TV to broadcast court judgements
By Alex Stevenson and Phil ScullionFollow @PhilScullion
Television cameras will be allowed into courtrooms to broadcast the sentencing of criminals for the first time ever.
Justice secretary Ken Clarke's decision has triggered a debate about whether the shift will cheapen or improve the criminal justice system in England and Wales.
Initially broadcasters will be allowed to film judges' summary remarks at the court of appeal, with the possibility of expanding to the crown court later.
Victims, witnesses, offenders and jurors will not be filmed, the Ministry of Justice (MoJ) said.
"The government and judiciary are determined to improve transparency and public understanding of court through allowing court broadcasting," Mr Clarke said.
"We believe television has a role in increasing public confidence in the justice system."
In an article for the Guardian earlier, he made the link between the decision and the recent riots clear.
"I could draw the conclusion that in the main, the judges have probably been getting it about right – but, of course, only those in court know the full facts of each case," the justice secretary wrote.
He added: "What the riots really illustrate is the need to make sentencing and other areas of the judicial system more transparent so that the public can understand the decisions that have been reached."
Broadcasters have welcomed the prospect of being able to cover sentencing. Sky News' head of news John Ryley has already written to Mr Clarke, pointing out that his channel's video feed from the supreme court attracts 90,000 visitors a day.
"The public is unsurprisingly confused by the discrepancies in some of the sentences handed down to those involved in the rioting and looting," Press Gazette quoted his letter as saying.
"I believe that if television cameras were allowed to broadcast the remarks made by judges when they pass sentence, it would go a long way to making the process more transparent and would dramatically improve public confidence in the system."
The change will form part of the sweeping review of government policy ordered by David Cameron in the wake of the disorder seen in London and England's other major cities in August.
The MoJ is opening up information about the performance of courts on an unprecedented level as part of the coalition's broader transparency drive.
Court-by-court statistics for the time taken for cases to be processed, details on how many trials are ineffective and anonymised data on the sentences given at each case heard at local courts will all be released.
The prime minister had claimed the riots indicated Britain had suffered a "slow-motion moral collapse" in recent years.
Mr Clarke appeared to undermine that argument by pointing out that "the hardcore of the rioters were known criminals".
He wrote that three-quarters of those aged over 18 who were charged with riot offences already had a prior conviction.
"That is the legacy of a broken penal system – one whose record in preventing reoffending has been straightforwardly dreadful," the justice secretary argued.

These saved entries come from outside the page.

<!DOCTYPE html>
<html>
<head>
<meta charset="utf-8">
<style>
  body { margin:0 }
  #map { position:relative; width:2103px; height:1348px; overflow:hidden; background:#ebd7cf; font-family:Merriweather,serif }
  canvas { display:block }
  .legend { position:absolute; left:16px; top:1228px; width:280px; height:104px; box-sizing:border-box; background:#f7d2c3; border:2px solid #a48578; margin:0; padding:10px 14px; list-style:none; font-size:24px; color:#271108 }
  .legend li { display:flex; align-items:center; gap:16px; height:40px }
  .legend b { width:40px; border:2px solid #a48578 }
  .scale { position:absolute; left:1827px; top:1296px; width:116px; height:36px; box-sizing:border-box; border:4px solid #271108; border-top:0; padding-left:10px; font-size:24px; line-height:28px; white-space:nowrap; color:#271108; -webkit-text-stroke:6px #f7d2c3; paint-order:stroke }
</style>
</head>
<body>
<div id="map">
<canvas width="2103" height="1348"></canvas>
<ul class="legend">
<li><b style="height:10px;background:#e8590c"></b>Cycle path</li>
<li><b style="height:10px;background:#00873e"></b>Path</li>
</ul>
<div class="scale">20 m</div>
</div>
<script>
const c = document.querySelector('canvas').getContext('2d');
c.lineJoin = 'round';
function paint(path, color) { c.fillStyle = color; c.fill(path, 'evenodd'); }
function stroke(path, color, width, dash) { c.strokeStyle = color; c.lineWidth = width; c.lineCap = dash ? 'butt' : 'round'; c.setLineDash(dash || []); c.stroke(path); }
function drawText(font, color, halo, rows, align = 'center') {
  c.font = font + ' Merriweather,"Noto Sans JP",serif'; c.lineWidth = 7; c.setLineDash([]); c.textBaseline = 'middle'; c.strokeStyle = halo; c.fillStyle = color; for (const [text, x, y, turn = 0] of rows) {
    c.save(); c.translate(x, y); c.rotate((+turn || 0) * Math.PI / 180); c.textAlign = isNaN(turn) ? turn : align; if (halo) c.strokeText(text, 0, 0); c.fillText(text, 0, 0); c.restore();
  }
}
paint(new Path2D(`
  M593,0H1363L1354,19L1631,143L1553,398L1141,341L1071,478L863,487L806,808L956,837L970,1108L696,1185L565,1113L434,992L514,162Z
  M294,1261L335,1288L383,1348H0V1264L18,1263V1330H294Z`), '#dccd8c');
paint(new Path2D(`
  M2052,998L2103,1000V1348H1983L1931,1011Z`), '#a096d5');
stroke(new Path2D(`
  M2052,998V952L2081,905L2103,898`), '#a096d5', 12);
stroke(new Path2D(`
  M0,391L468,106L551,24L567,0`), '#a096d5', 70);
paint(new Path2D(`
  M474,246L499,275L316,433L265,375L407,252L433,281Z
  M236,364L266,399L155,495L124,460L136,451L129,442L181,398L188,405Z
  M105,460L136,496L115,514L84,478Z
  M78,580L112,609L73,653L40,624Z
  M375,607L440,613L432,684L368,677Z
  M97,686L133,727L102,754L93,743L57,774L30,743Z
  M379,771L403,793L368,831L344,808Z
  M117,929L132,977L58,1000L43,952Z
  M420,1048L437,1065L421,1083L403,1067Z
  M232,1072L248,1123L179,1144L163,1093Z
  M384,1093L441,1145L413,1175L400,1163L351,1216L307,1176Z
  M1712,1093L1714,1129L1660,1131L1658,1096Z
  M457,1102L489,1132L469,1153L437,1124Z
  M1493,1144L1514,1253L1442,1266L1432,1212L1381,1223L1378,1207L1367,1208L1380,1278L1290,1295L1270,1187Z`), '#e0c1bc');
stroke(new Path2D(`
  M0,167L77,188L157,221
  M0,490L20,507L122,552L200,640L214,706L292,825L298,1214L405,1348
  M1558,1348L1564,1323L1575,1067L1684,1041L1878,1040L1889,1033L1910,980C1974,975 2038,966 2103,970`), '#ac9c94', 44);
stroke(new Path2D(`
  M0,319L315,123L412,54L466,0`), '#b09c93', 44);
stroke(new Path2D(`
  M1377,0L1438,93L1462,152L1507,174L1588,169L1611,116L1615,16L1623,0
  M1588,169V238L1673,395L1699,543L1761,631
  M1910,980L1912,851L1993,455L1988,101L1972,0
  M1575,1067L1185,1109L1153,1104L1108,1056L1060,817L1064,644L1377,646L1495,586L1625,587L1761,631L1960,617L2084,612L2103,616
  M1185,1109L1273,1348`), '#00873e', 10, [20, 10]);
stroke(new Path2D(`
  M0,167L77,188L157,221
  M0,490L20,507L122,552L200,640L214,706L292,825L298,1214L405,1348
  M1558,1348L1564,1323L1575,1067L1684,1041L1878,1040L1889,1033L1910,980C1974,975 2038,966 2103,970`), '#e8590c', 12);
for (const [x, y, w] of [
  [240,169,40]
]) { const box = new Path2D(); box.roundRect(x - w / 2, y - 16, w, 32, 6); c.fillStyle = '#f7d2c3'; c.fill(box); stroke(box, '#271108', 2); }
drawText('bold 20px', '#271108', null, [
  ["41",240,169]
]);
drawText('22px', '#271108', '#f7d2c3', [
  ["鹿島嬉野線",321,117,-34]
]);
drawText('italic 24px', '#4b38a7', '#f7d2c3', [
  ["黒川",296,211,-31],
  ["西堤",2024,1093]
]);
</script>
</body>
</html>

"In my view, the riots can be seen in part as an outburst of outrageous behaviour by the criminal classes – individuals and families familiar with the justice system who haven't been changed by their past punishments."
Tim Godwin, acting Metropolitan Police commissioner, appeared to lend his support to Ken Clarke's comments when giving evidence to the home affairs select committee on the riots.
He said: "I think this is a wake-up call for the criminal justice system, yes. The amount of people that have got previous convictions does pose questions for us. And I think we, the Met, have got to learn from that.
London mayor Boris Johnson also spoke to the committee, voicing his agreement with Ken Clarke's terming of rioters and looters as part of a "feral underclass".
He also ruled out race as a factor in the riots, suggesting that what rioters had in common was that they were already in contact with the police.
Sadiq Khan MP, Labour's shadow justice secretary, accused Ken Clarke of failing to offer solutions to the problems he outlines and of having no "coherent" strategy to punish and reform offenders.
"It's all very well Ken Clarke identifying a problem with reoffending, but he has not offered any solutions.
"Offenders must be punished, but they should also be rehabilitated while serving their sentences. But the deep cuts to the MoJ budget means that there aren't the resources to carry out proper rehabilitation programmes."
He pointed to overcrowded prisons and limited numbers of probation officers as examples of the coalition government's failure to provide a "strong and fully resourced" service.